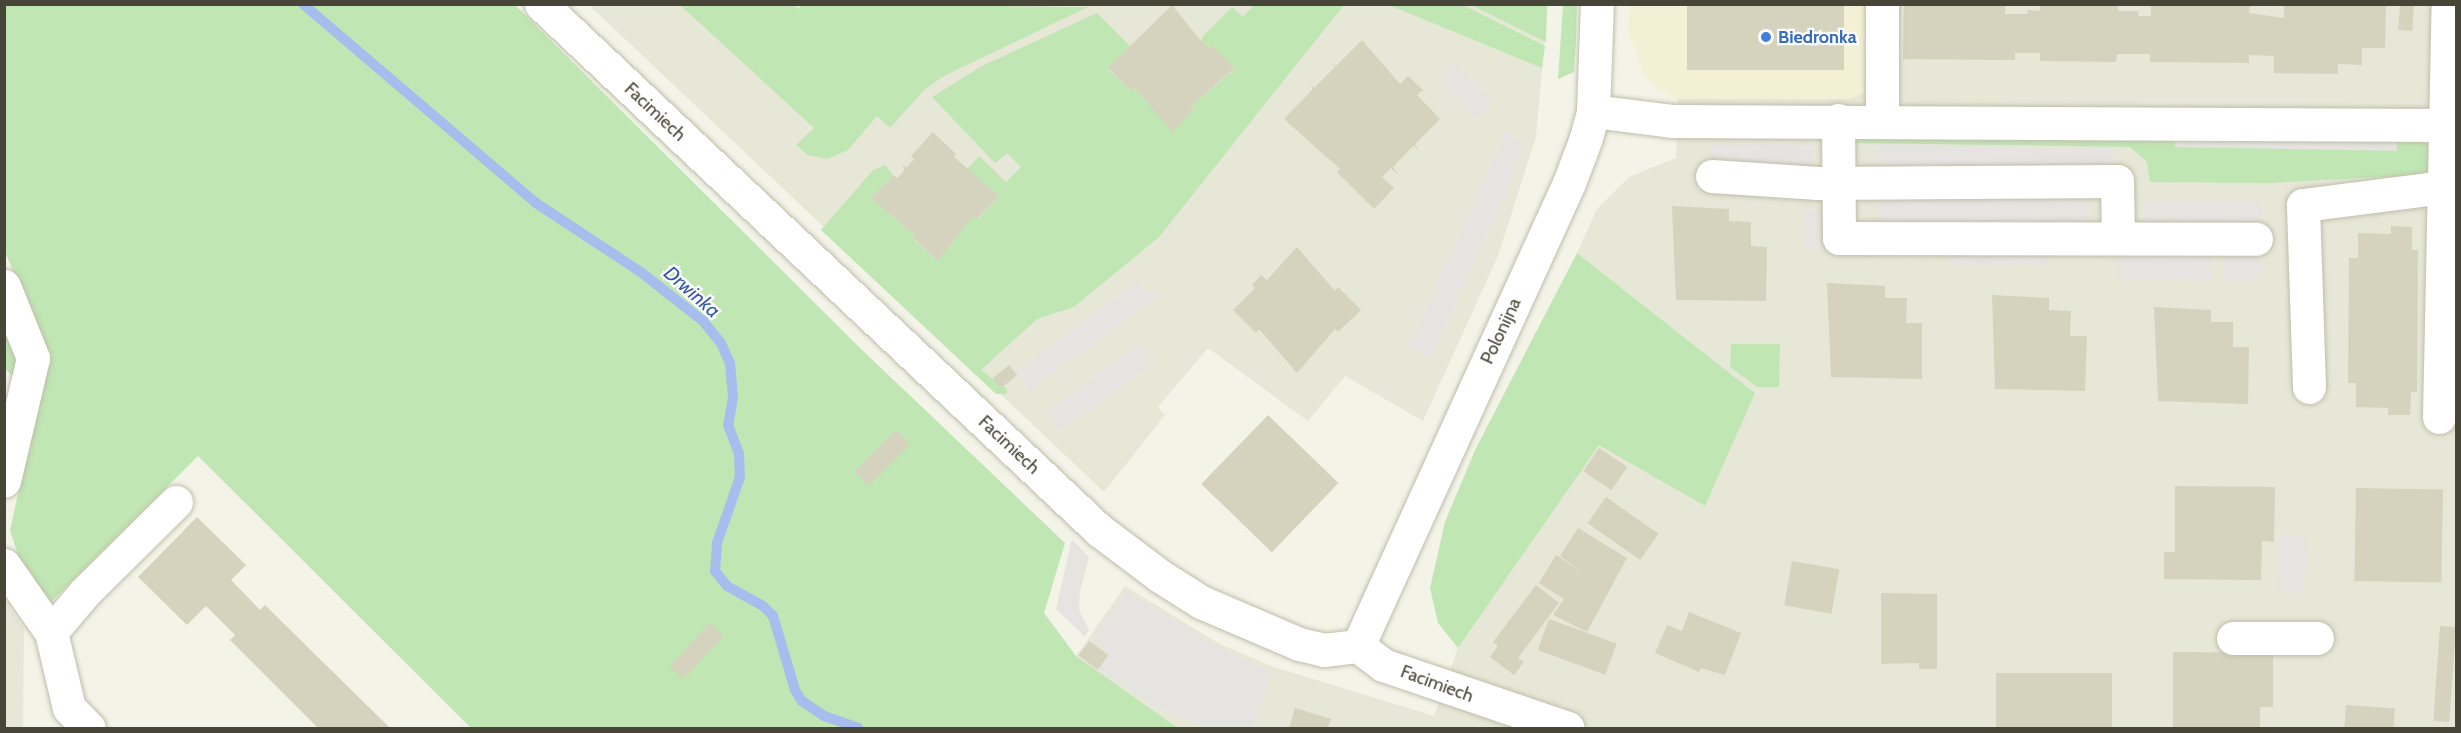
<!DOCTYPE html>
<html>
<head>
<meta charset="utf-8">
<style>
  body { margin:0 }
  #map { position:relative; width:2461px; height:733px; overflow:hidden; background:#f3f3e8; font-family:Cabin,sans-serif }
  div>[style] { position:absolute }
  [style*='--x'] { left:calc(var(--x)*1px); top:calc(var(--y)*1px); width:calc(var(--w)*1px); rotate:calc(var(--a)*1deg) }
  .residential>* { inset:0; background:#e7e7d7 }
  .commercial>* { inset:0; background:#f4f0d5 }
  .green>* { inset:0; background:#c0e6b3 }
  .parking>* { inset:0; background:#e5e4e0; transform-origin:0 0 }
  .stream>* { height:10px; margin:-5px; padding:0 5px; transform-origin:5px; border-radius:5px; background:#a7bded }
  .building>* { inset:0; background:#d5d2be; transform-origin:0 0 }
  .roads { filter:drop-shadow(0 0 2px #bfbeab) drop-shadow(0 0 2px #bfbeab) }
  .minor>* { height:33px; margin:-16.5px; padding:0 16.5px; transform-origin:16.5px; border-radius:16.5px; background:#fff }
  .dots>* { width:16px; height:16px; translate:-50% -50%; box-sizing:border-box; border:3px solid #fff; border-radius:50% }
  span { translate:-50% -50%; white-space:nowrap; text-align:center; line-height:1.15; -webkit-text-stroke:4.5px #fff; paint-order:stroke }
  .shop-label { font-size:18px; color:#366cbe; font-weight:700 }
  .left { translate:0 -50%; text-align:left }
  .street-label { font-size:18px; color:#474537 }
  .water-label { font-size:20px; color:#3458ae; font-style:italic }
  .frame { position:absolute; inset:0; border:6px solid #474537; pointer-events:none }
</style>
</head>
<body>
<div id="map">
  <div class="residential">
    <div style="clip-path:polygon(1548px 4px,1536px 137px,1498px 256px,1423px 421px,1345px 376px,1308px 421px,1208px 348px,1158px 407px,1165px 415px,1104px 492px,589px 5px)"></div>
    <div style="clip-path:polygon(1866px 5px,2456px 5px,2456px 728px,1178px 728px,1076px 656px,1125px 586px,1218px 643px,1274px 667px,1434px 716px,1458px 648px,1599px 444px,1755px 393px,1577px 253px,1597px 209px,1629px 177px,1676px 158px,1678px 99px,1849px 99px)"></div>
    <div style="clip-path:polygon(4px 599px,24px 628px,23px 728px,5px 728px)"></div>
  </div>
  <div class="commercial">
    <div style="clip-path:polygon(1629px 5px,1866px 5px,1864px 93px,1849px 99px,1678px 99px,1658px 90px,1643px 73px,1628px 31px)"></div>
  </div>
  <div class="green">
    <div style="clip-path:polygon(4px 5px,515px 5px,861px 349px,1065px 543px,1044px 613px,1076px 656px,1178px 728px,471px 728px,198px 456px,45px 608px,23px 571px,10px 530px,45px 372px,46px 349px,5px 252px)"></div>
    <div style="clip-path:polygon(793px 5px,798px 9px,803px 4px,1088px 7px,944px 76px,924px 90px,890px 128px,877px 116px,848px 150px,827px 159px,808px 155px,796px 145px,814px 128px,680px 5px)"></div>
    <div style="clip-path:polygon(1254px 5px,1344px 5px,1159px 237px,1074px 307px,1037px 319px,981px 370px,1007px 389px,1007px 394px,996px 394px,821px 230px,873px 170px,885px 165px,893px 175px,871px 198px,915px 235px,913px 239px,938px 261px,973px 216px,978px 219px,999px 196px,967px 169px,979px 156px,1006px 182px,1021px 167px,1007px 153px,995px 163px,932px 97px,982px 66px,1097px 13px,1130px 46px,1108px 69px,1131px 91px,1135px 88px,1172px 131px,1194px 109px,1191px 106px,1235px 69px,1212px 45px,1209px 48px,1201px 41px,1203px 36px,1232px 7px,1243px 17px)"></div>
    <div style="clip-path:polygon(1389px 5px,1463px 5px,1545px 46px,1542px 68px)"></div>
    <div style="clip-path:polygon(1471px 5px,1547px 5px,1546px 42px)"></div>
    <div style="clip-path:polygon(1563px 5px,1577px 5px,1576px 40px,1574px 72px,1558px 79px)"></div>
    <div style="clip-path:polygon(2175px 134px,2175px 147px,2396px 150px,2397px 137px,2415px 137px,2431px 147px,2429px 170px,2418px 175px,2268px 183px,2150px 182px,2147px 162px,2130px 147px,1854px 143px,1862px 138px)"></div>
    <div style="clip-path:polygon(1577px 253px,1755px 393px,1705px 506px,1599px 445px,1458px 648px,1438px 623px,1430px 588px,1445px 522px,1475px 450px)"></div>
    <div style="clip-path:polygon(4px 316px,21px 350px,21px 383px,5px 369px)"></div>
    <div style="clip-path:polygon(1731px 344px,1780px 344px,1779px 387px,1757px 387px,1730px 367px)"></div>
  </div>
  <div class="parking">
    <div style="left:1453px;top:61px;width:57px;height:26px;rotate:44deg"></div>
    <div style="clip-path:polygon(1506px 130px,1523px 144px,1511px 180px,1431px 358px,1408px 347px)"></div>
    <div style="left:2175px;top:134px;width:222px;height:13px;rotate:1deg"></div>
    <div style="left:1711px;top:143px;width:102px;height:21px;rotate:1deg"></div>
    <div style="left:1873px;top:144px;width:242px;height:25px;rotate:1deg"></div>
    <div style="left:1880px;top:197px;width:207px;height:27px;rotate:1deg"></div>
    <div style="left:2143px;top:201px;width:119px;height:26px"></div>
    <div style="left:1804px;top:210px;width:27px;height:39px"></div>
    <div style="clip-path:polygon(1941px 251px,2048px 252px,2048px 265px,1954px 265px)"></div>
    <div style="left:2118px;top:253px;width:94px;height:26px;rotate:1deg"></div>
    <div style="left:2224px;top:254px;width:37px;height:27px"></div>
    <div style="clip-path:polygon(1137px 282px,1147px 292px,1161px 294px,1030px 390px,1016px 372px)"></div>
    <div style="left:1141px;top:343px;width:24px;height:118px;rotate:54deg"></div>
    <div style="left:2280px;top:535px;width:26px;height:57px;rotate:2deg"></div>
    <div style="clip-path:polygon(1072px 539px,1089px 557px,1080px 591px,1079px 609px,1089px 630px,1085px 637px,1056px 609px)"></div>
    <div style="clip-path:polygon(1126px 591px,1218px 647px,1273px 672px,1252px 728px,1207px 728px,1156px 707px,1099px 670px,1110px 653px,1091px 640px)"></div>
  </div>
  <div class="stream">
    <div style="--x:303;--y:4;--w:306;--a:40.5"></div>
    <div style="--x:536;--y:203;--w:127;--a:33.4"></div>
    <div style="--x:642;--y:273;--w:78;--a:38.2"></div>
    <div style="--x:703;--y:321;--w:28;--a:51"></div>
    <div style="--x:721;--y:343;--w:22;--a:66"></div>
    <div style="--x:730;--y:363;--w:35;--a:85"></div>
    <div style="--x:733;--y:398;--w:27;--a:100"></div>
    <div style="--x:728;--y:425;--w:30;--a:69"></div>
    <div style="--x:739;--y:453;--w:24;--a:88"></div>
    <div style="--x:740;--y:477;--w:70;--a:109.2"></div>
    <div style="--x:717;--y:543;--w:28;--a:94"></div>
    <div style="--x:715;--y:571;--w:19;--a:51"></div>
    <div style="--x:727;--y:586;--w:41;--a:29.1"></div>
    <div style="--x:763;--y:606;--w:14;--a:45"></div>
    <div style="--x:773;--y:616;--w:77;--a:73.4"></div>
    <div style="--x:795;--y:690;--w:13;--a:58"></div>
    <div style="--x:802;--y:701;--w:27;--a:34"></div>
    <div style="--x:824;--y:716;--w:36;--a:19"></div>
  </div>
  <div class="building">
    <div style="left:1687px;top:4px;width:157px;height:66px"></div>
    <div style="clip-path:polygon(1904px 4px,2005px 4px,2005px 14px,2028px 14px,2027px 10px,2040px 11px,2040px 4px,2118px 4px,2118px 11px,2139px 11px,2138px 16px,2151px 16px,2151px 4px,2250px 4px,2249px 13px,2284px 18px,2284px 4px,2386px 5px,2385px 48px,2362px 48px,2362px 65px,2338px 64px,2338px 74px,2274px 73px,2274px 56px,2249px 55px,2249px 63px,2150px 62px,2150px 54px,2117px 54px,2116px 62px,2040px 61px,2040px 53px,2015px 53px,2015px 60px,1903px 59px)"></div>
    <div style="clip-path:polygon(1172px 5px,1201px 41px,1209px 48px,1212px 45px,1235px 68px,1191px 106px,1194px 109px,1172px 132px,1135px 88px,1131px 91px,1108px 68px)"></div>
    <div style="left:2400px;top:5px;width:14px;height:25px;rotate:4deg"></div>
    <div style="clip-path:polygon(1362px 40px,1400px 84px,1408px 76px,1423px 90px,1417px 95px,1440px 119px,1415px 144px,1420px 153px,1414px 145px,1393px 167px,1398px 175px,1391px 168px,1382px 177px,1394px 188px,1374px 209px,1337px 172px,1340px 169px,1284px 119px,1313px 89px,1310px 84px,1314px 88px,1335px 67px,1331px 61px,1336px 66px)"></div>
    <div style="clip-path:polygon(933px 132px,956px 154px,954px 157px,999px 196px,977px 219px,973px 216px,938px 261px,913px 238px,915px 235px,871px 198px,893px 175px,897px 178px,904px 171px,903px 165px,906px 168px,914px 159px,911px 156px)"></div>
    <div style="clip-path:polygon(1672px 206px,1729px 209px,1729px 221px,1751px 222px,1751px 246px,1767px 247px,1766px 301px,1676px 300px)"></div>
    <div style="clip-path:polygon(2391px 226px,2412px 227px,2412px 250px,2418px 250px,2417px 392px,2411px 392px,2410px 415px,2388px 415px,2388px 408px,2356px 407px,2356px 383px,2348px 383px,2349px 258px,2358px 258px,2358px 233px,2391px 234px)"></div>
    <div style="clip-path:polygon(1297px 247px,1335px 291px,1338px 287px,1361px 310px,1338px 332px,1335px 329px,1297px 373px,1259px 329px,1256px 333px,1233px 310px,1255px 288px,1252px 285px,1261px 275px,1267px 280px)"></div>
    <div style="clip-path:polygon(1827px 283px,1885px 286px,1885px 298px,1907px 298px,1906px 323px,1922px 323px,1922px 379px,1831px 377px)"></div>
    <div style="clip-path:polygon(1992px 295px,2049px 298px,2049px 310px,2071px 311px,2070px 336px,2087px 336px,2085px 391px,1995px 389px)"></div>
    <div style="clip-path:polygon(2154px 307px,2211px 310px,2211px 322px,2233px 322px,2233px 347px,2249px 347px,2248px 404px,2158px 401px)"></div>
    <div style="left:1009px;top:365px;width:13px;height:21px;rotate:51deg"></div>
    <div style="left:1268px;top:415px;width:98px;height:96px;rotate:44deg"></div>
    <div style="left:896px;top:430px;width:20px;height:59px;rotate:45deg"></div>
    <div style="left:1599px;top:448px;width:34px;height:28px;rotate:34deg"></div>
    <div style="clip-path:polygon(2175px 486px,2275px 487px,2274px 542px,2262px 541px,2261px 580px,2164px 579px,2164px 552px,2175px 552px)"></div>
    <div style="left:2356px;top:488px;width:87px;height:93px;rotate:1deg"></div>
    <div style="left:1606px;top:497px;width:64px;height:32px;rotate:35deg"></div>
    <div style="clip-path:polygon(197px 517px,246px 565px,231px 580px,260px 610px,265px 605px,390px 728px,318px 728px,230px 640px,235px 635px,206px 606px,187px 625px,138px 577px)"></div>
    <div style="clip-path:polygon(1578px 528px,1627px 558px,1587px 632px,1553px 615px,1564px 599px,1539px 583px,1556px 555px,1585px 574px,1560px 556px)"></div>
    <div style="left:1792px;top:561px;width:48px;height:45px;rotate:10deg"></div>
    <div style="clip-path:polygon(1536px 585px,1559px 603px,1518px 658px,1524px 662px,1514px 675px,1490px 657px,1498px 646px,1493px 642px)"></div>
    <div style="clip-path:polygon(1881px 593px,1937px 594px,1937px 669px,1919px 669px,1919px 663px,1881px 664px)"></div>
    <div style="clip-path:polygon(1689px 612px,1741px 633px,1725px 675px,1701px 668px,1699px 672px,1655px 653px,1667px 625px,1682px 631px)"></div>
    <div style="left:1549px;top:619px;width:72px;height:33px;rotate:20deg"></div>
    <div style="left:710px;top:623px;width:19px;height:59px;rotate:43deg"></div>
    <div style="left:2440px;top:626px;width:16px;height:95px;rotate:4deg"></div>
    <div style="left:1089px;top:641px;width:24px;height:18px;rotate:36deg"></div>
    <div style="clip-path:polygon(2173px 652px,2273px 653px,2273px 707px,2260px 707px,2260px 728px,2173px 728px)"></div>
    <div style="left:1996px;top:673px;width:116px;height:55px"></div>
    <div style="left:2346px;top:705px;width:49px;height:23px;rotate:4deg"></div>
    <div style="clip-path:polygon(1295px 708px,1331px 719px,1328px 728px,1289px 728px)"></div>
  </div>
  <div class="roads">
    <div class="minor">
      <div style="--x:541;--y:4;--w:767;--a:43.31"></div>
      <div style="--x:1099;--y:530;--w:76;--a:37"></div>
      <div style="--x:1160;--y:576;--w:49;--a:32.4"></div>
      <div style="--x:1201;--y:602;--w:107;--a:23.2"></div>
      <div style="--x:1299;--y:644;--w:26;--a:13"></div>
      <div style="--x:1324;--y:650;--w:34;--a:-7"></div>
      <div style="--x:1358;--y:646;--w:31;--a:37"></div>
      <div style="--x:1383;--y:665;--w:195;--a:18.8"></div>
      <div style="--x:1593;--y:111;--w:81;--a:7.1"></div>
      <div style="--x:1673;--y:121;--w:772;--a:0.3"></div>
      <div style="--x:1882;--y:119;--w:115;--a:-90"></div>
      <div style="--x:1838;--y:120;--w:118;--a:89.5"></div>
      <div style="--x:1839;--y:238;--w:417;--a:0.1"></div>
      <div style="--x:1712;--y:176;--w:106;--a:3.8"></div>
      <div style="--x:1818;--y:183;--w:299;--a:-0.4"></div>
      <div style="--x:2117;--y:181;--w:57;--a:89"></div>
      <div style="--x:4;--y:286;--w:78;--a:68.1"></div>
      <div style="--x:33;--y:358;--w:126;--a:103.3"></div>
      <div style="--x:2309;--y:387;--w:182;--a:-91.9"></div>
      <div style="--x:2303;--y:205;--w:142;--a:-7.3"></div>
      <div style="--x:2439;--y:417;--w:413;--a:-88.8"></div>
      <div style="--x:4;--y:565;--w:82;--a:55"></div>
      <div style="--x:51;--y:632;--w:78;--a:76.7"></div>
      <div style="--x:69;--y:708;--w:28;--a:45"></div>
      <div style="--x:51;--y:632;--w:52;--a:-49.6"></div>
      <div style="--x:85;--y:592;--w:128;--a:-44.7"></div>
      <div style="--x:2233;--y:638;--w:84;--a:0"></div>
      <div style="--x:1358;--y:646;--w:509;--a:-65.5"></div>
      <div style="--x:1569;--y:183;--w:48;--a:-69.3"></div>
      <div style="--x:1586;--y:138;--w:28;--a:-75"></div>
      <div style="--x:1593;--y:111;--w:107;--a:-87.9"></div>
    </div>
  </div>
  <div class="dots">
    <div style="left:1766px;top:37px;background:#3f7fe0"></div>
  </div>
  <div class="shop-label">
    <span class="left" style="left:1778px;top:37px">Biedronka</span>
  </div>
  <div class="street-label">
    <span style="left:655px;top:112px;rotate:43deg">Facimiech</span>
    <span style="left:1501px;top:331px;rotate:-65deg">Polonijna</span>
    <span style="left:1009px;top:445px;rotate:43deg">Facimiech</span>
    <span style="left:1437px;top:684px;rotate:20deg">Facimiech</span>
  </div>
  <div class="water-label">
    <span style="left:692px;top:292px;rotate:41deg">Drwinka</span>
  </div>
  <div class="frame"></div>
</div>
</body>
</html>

- _TASK DESCRIPTION_:
The expected output is the exact run of lines from the first line of the material above through the line that contains "width:16px; height:16px; translate:-50%", minus any pictures.

- _TASK OUTPUT_:
<!DOCTYPE html>
<html>
<head>
<meta charset="utf-8">
<style>
  body { margin:0 }
  #map { position:relative; width:2461px; height:733px; overflow:hidden; background:#f3f3e8; font-family:Cabin,sans-serif }
  div>[style] { position:absolute }
  [style*='--x'] { left:calc(var(--x)*1px); top:calc(var(--y)*1px); width:calc(var(--w)*1px); rotate:calc(var(--a)*1deg) }
  .residential>* { inset:0; background:#e7e7d7 }
  .commercial>* { inset:0; background:#f4f0d5 }
  .green>* { inset:0; background:#c0e6b3 }
  .parking>* { inset:0; background:#e5e4e0; transform-origin:0 0 }
  .stream>* { height:10px; margin:-5px; padding:0 5px; transform-origin:5px; border-radius:5px; background:#a7bded }
  .building>* { inset:0; background:#d5d2be; transform-origin:0 0 }
  .roads { filter:drop-shadow(0 0 2px #bfbeab) drop-shadow(0 0 2px #bfbeab) }
  .minor>* { height:33px; margin:-16.5px; padding:0 16.5px; transform-origin:16.5px; border-radius:16.5px; background:#fff }
  .dots>* { width:16px; height:16px; translate:-50% -50%; box-sizing:border-box; border:3px solid #fff; border-radius:50% }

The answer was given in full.